> What the task requires
Would you please write out the records below exactly as they appear?

> Material provided
┌──

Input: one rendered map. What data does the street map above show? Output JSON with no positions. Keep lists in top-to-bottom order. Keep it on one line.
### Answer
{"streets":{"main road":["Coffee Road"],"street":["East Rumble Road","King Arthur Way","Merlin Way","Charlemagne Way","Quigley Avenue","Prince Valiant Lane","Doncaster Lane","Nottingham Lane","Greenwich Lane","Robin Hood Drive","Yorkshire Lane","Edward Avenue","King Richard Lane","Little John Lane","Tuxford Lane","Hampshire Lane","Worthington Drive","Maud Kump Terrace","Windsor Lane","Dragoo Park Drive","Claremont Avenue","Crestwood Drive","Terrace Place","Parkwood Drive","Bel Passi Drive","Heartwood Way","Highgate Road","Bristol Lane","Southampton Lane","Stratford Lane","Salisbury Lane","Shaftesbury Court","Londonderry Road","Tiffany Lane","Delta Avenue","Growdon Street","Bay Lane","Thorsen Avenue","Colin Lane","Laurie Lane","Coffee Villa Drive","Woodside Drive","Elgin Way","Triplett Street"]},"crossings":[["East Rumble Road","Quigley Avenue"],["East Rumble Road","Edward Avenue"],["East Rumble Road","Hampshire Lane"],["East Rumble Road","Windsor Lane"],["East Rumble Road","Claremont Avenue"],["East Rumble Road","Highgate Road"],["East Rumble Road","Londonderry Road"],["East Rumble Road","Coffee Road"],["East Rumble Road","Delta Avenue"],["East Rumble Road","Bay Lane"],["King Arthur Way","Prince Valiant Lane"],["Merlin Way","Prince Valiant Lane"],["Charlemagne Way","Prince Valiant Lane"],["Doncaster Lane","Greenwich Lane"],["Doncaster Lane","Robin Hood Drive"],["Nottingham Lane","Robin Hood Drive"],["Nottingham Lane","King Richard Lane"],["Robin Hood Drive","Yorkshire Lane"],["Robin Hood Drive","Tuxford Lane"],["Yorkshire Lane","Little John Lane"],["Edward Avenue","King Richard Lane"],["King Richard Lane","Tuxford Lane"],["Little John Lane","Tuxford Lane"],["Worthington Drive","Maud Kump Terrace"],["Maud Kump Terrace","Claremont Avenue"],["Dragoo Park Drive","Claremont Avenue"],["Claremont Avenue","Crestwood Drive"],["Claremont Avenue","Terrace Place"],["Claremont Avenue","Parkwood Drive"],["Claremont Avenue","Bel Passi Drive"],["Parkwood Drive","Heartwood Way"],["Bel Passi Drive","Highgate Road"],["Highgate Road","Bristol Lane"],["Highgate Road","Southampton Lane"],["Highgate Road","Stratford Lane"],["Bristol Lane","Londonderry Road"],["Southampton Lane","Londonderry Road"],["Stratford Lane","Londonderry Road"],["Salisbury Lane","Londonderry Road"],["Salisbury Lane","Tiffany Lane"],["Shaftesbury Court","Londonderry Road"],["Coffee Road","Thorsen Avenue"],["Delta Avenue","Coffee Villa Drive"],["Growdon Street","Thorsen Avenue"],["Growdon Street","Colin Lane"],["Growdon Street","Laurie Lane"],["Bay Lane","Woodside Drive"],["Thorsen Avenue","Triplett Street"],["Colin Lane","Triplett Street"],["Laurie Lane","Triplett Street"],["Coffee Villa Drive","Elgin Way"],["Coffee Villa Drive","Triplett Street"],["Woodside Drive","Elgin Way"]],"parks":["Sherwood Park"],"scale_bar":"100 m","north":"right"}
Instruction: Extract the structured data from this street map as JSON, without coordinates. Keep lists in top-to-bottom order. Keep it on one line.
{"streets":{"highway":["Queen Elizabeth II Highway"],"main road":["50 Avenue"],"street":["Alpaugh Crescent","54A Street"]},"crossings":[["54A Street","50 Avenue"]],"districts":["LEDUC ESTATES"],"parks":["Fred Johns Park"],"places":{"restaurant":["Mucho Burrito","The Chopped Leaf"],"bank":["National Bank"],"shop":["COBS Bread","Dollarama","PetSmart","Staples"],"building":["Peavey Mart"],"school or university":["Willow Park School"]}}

└──

> Solution for this exercise
Input: one rendered map. What data does the street map above show? Output JSON with no positions. Keep lists in top-to-bottom order. Keep it on one line.
### Answer
{"streets":{"main road":["Coffee Road"],"street":["East Rumble Road","King Arthur Way","Merlin Way","Charlemagne Way","Quigley Avenue","Prince Valiant Lane","Doncaster Lane","Nottingham Lane","Greenwich Lane","Robin Hood Drive","Yorkshire Lane","Edward Avenue","King Richard Lane","Little John Lane","Tuxford Lane","Hampshire Lane","Worthington Drive","Maud Kump Terrace","Windsor Lane","Dragoo Park Drive","Claremont Avenue","Crestwood Drive","Terrace Place","Parkwood Drive","Bel Passi Drive","Heartwood Way","Highgate Road","Bristol Lane","Southampton Lane","Stratford Lane","Salisbury Lane","Shaftesbury Court","Londonderry Road","Tiffany Lane","Delta Avenue","Growdon Street","Bay Lane","Thorsen Avenue","Colin Lane","Laurie Lane","Coffee Villa Drive","Woodside Drive","Elgin Way","Triplett Street"]},"crossings":[["East Rumble Road","Quigley Avenue"],["East Rumble Road","Edward Avenue"],["East Rumble Road","Hampshire Lane"],["East Rumble Road","Windsor Lane"],["East Rumble Road","Claremont Avenue"],["East Rumble Road","Highgate Road"],["East Rumble Road","Londonderry Road"],["East Rumble Road","Coffee Road"],["East Rumble Road","Delta Avenue"],["East Rumble Road","Bay Lane"],["King Arthur Way","Prince Valiant Lane"],["Merlin Way","Prince Valiant Lane"],["Charlemagne Way","Prince Valiant Lane"],["Doncaster Lane","Greenwich Lane"],["Doncaster Lane","Robin Hood Drive"],["Nottingham Lane","Robin Hood Drive"],["Nottingham Lane","King Richard Lane"],["Robin Hood Drive","Yorkshire Lane"],["Robin Hood Drive","Tuxford Lane"],["Yorkshire Lane","Little John Lane"],["Edward Avenue","King Richard Lane"],["King Richard Lane","Tuxford Lane"],["Little John Lane","Tuxford Lane"],["Worthington Drive","Maud Kump Terrace"],["Maud Kump Terrace","Claremont Avenue"],["Dragoo Park Drive","Claremont Avenue"],["Claremont Avenue","Crestwood Drive"],["Claremont Avenue","Terrace Place"],["Claremont Avenue","Parkwood Drive"],["Claremont Avenue","Bel Passi Drive"],["Parkwood Drive","Heartwood Way"],["Bel Passi Drive","Highgate Road"],["Highgate Road","Bristol Lane"],["Highgate Road","Southampton Lane"],["Highgate Road","Stratford Lane"],["Bristol Lane","Londonderry Road"],["Southampton Lane","Londonderry Road"],["Stratford Lane","Londonderry Road"],["Salisbury Lane","Londonderry Road"],["Salisbury Lane","Tiffany Lane"],["Shaftesbury Court","Londonderry Road"],["Coffee Road","Thorsen Avenue"],["Delta Avenue","Coffee Villa Drive"],["Growdon Street","Thorsen Avenue"],["Growdon Street","Colin Lane"],["Growdon Street","Laurie Lane"],["Bay Lane","Woodside Drive"],["Thorsen Avenue","Triplett Street"],["Colin Lane","Triplett Street"],["Laurie Lane","Triplett Street"],["Coffee Villa Drive","Elgin Way"],["Coffee Villa Drive","Triplett Street"],["Woodside Drive","Elgin Way"]],"parks":["Sherwood Park"],"scale_bar":"100 m","north":"right"}
Instruction: Extract the structured data from this street map as JSON, without coordinates. Keep lists in top-to-bottom order. Keep it on one line.
{"streets":{"highway":["Queen Elizabeth II Highway"],"main road":["50 Avenue"],"street":["Alpaugh Crescent","54A Street"]},"crossings":[["54A Street","50 Avenue"]],"districts":["LEDUC ESTATES"],"parks":["Fred Johns Park"],"places":{"restaurant":["Mucho Burrito","The Chopped Leaf"],"bank":["National Bank"],"shop":["COBS Bread","Dollarama","PetSmart","Staples"],"building":["Peavey Mart"],"school or university":["Willow Park School"]}}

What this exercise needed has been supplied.